Alexis Vasseur

Paradoxes and challenges in the modeling of the viscosity for compressible viscous fluids

 Abstract:

The classical derivation of the viscosity coefficients, for a viscous fluids, usually predicts a dependence on the temperature of the fluids only. However, when considering  compressible fluids, this derivation leads to paradoxes associated to the possible presence of vacuum regions. When considering two disjoint bubbles of fluid, for instance, the associated compressible Navier-Stokes equation will predict unphysical  long range interactions between those two  bubbles. At the mathematical level, it implies the  non uniqueness of the solutions, and unphysical scenarios for blow-ups in finite time. One way to avoid these problems consists in adding a dependence of the viscosities with respect to the density of the fluid.

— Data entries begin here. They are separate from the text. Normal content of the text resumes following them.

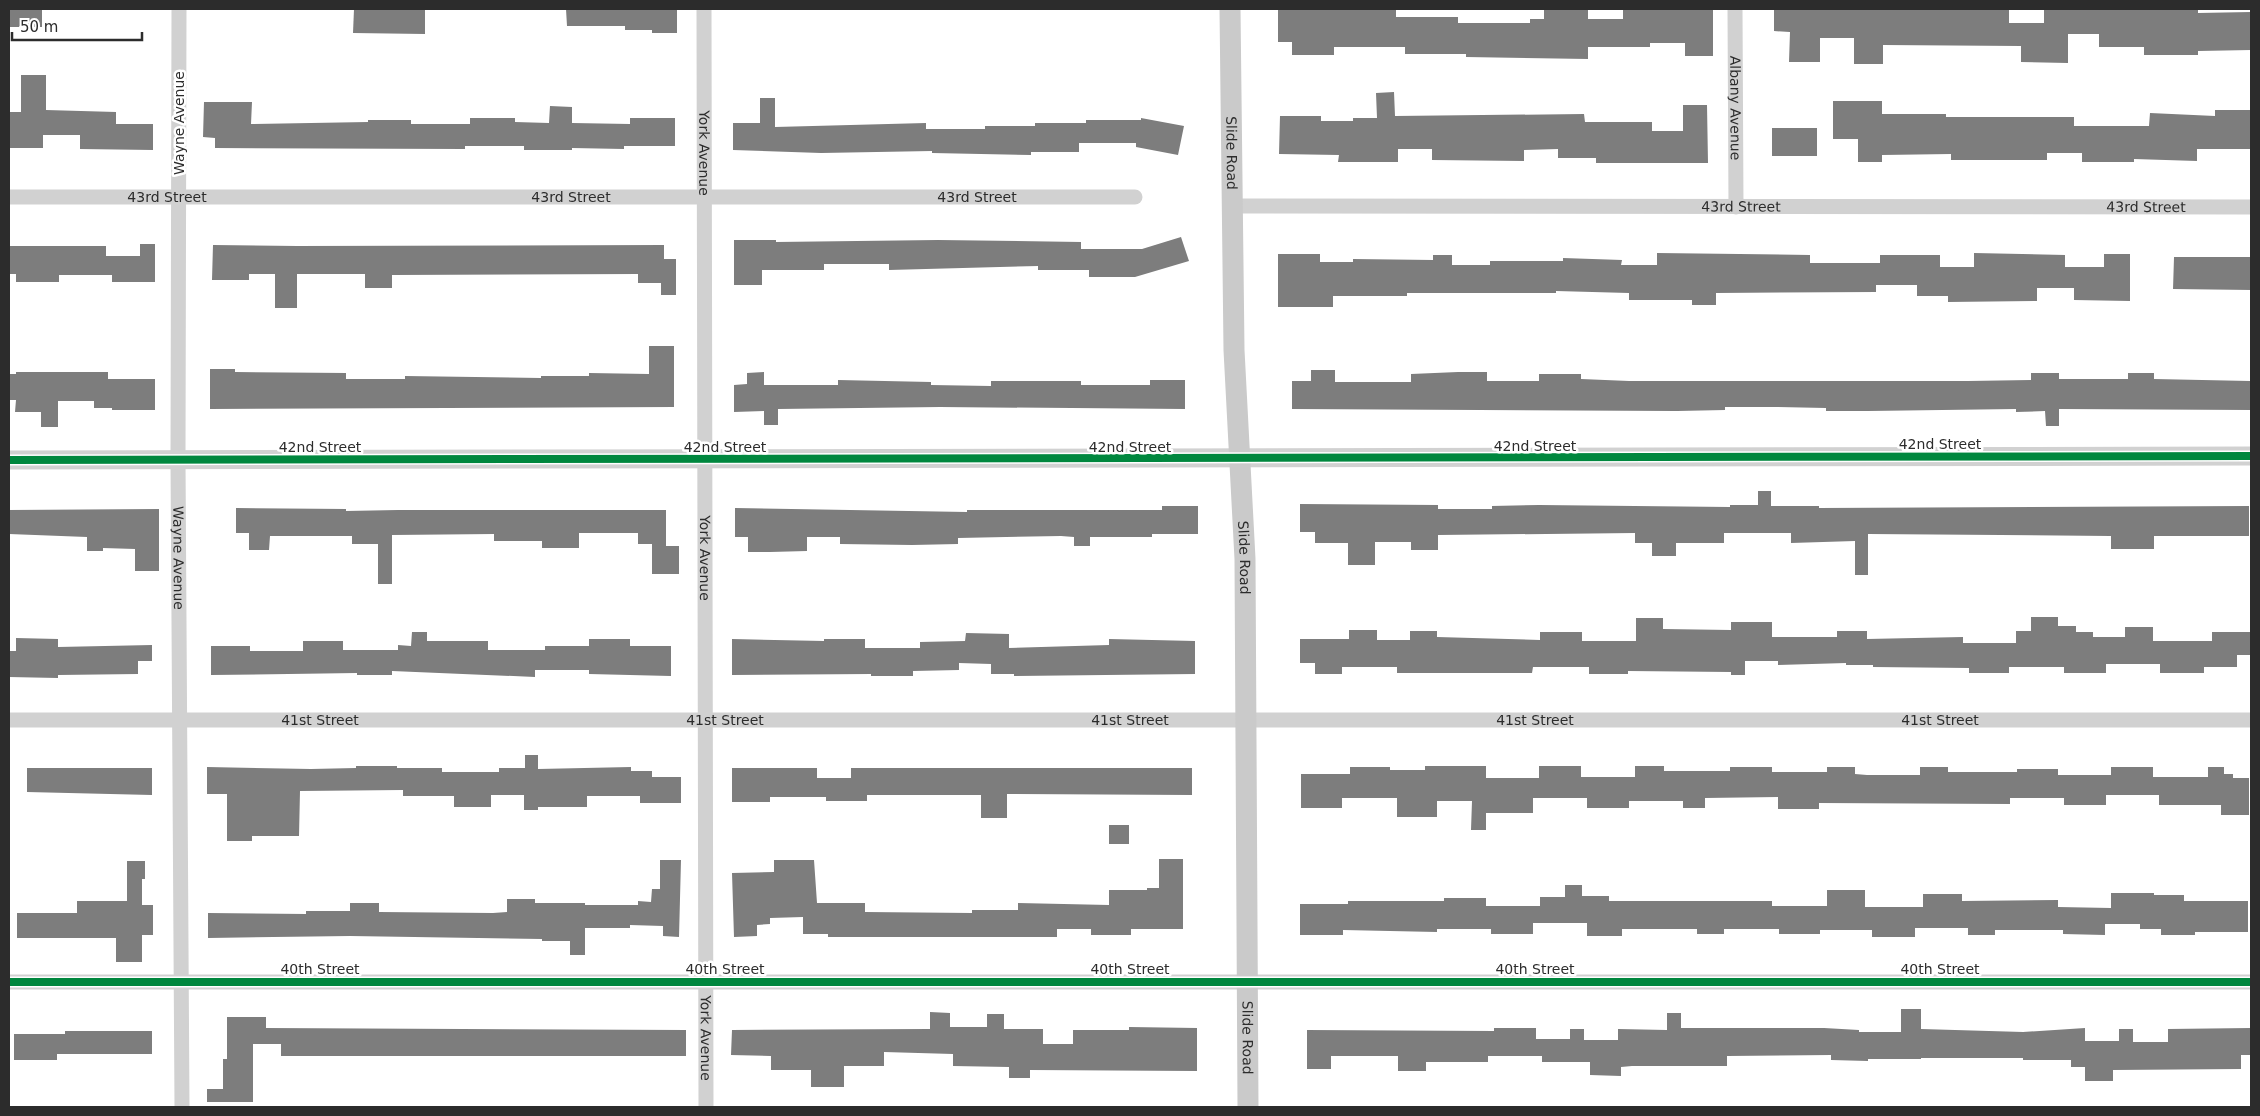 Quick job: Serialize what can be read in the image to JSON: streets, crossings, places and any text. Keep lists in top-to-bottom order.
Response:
{
  "streets": {
    "main road": ["Slide Road"],
    "street": [
      "Albany Avenue",
      "Wayne Avenue",
      "York Avenue",
      "43rd Street",
      "42nd Street",
      "41st Street",
      "40th Street"
    ]
  },
  "crossings": [
    ["Albany Avenue", "43rd Street"],
    ["Wayne Avenue", "43rd Street"],
    ["Wayne Avenue", "42nd Street"],
    ["Wayne Avenue", "41st Street"],
    ["Wayne Avenue", "40th Street"],
    ["York Avenue", "43rd Street"],
    ["York Avenue", "42nd Street"],
    ["York Avenue", "41st Street"],
    ["York Avenue", "40th Street"],
    ["Slide Road", "43rd Street"],
    ["Slide Road", "42nd Street"],
    ["Slide Road", "41st Street"],
    ["Slide Road", "40th Street"]
  ],
  "scale_bar": "50 m"
}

This family of models can be rigorously justified in certain situations, as for the viscous shallow water equation for instance. These models display unexpected beautiful structures, but carry their own mathematical challenges, due to the degeneracy of the viscosities close to the vacuum. We will discuss recent breakthroughs which have been accomplished recently to develop the mathematical grounding of these models (as,  for instance, Vasseur-Yu [Inventiones mathematicae (2016) and arXiv:1501.06803 (2015)] and  Li-Xin [arXiv:1504.06826 (2015)]).